▶ _WORK TASK_
Your answer should be one number: how many lines below have the word "Elohim".

Collected data entries:
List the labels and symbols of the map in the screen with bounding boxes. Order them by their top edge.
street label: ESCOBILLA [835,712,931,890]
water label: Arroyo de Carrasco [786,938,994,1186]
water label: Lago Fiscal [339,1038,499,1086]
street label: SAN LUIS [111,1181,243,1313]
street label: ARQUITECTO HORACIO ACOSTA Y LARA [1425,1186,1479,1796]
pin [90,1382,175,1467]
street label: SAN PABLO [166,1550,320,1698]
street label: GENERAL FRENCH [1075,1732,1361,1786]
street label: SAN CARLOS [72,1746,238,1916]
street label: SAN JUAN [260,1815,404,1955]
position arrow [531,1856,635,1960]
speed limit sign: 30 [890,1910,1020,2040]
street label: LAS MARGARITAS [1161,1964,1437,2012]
==
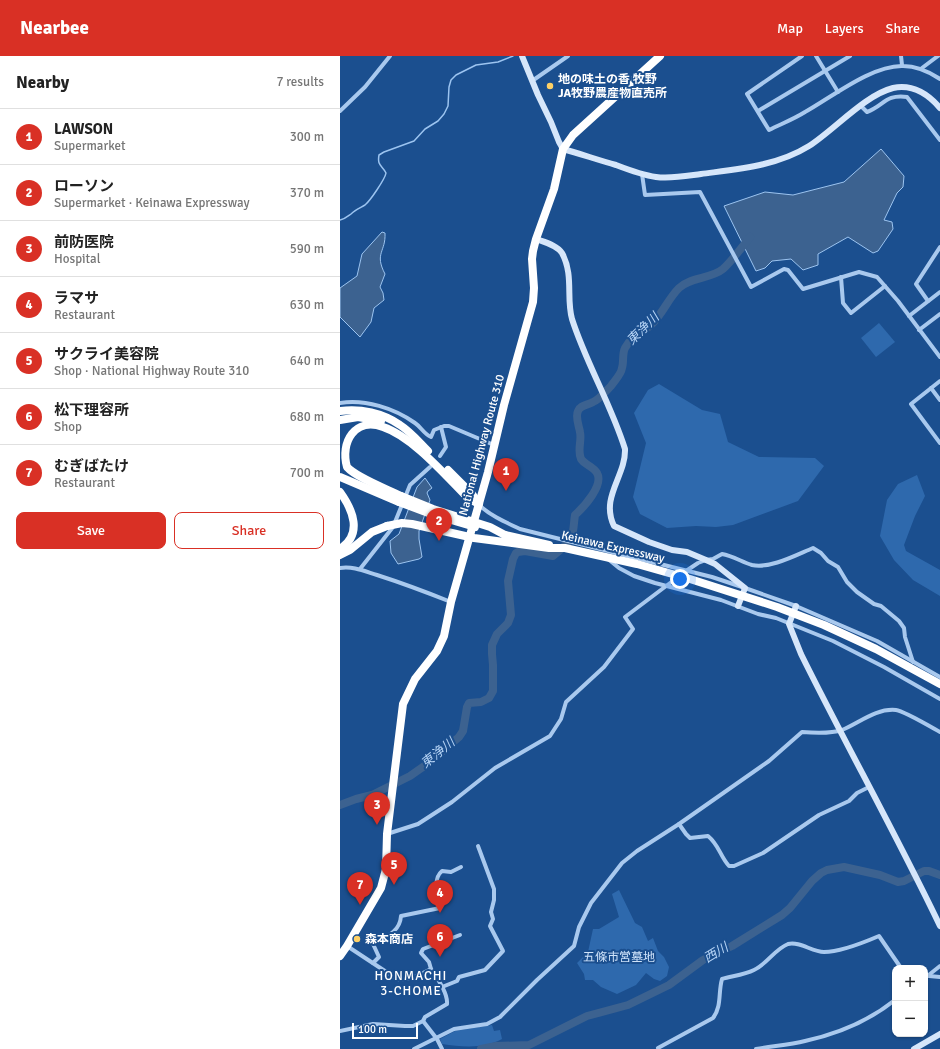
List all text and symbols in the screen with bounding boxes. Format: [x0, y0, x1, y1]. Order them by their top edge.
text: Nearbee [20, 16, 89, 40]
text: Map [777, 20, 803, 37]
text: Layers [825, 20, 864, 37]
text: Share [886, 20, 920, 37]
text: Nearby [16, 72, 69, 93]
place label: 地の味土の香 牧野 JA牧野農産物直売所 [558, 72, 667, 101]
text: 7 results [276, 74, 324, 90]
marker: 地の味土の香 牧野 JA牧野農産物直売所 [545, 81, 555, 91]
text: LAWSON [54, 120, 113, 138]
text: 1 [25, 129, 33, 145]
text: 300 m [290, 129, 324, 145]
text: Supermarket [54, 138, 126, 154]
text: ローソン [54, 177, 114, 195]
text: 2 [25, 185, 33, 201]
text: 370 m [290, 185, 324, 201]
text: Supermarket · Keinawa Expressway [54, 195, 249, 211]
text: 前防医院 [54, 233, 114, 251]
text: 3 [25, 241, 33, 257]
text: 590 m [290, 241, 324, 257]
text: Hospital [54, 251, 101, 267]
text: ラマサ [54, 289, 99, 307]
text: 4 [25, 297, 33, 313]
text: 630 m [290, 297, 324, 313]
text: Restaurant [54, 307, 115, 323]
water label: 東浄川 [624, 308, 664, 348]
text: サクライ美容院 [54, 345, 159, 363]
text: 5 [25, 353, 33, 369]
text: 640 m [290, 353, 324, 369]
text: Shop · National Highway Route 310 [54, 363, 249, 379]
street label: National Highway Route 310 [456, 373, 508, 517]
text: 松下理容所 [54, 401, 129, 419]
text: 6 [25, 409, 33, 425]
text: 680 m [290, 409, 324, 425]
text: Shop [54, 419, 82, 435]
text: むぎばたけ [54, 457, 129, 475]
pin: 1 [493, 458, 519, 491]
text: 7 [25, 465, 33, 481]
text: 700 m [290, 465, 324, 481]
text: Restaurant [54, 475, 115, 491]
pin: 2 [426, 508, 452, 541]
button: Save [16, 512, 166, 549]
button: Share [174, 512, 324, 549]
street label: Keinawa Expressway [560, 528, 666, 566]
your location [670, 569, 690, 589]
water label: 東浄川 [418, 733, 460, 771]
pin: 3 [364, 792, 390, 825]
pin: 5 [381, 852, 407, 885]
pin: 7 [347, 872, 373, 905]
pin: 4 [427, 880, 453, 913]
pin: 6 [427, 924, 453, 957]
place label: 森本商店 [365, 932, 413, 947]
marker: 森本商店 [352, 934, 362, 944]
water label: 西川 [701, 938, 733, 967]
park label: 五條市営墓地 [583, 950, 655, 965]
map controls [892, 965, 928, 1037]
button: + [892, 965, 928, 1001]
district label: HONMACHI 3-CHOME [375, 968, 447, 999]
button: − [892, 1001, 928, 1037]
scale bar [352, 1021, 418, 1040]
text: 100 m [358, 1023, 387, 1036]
---
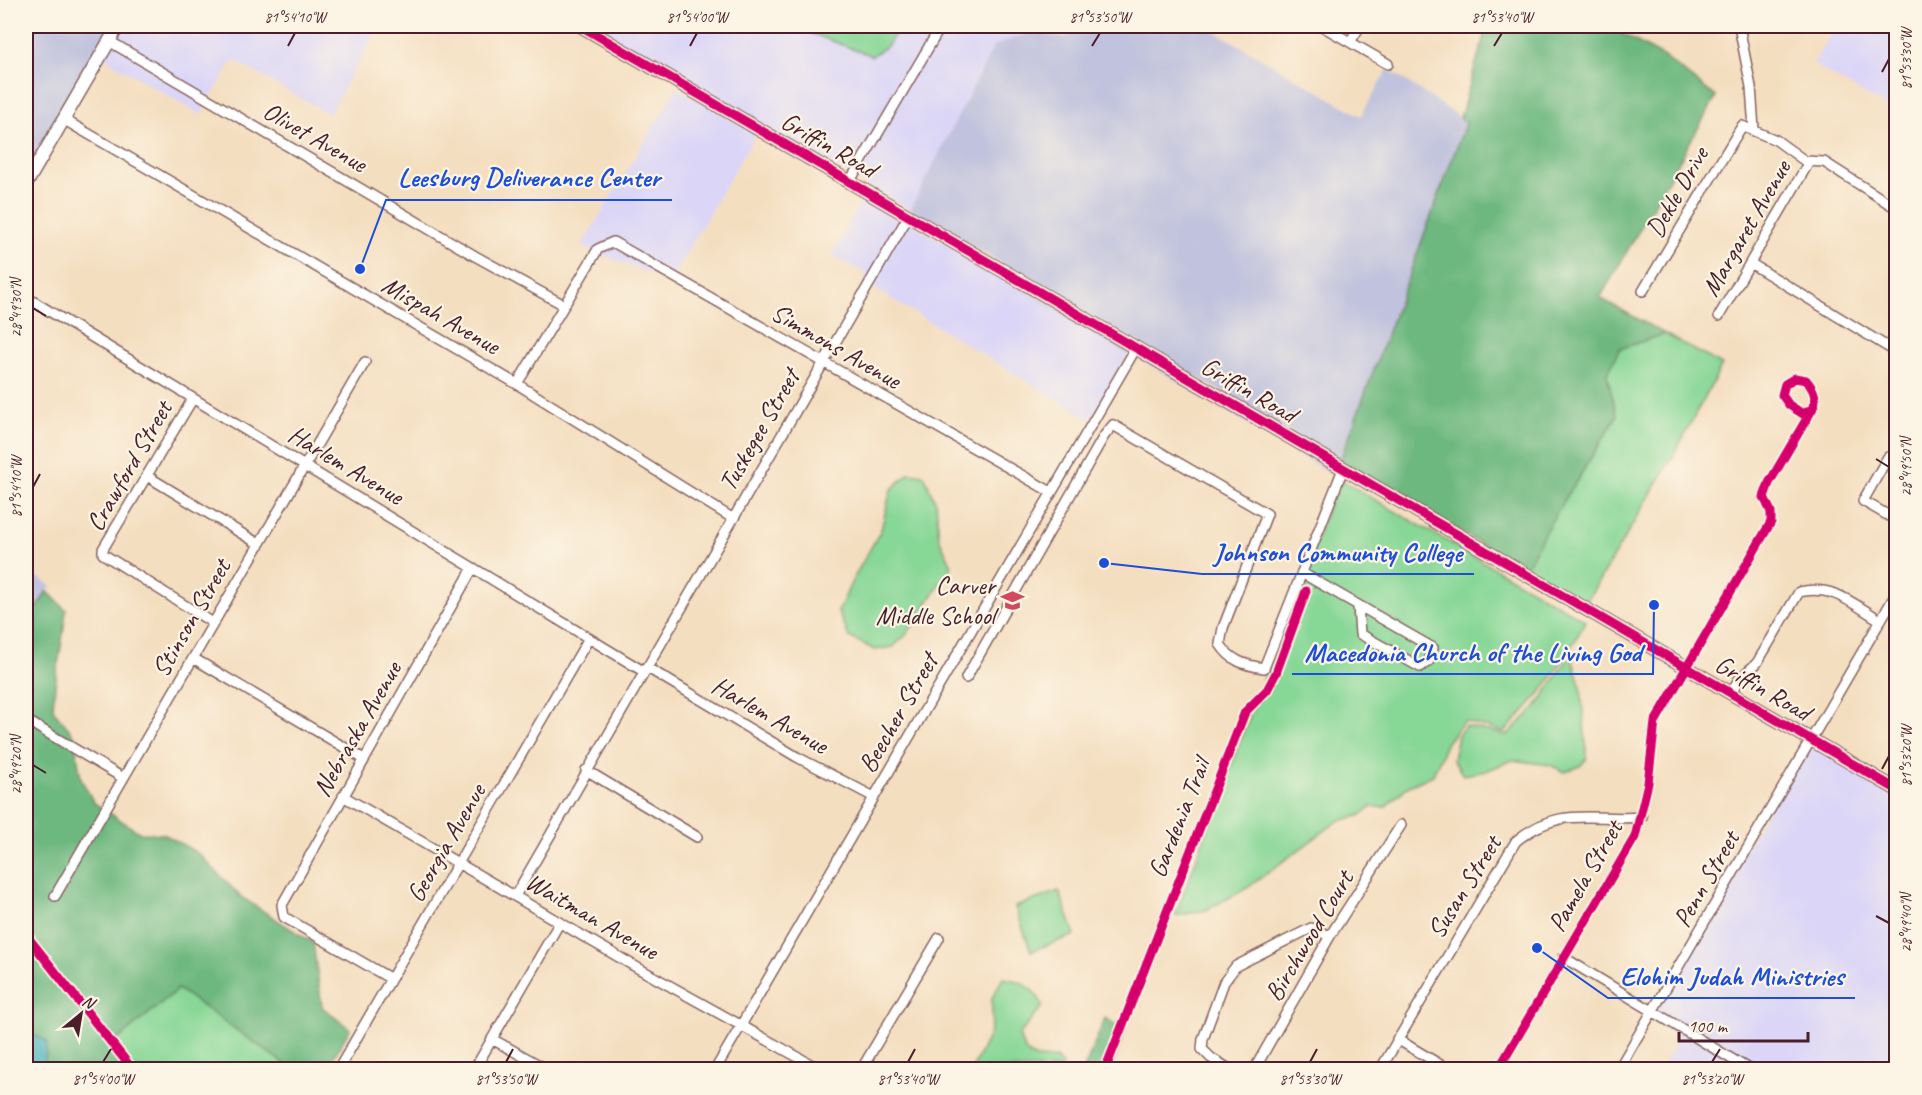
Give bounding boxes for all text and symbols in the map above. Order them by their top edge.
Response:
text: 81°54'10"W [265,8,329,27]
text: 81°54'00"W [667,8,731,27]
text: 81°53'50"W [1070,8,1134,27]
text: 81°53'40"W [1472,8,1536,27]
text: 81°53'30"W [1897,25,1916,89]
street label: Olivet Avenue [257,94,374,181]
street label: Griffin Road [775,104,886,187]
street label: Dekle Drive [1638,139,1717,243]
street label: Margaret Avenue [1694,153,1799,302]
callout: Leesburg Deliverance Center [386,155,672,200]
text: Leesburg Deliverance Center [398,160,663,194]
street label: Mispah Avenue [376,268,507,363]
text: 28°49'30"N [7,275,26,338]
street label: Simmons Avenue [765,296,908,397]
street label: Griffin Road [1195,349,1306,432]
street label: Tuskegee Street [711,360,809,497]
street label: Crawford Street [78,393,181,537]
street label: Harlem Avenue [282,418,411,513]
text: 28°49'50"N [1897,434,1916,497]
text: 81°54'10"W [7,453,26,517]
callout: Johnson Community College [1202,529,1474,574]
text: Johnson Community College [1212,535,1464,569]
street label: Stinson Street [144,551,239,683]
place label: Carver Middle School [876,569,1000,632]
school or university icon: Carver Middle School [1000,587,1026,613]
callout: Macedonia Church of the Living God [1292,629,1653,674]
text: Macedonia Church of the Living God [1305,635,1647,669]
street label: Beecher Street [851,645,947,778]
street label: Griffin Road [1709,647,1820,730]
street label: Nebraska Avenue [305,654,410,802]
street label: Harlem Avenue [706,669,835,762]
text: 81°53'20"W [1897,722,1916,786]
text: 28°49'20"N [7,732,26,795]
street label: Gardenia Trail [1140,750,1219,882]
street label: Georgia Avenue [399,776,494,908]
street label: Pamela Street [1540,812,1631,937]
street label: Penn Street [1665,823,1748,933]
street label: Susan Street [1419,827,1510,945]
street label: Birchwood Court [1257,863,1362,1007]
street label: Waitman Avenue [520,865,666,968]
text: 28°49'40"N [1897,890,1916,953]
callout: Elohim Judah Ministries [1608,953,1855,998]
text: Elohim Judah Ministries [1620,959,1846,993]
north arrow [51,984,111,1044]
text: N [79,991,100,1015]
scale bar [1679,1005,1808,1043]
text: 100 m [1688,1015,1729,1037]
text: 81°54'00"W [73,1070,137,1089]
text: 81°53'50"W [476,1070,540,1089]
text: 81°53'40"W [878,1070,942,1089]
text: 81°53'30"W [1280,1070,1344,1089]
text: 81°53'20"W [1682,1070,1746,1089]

▶ _TASK RESULT_
2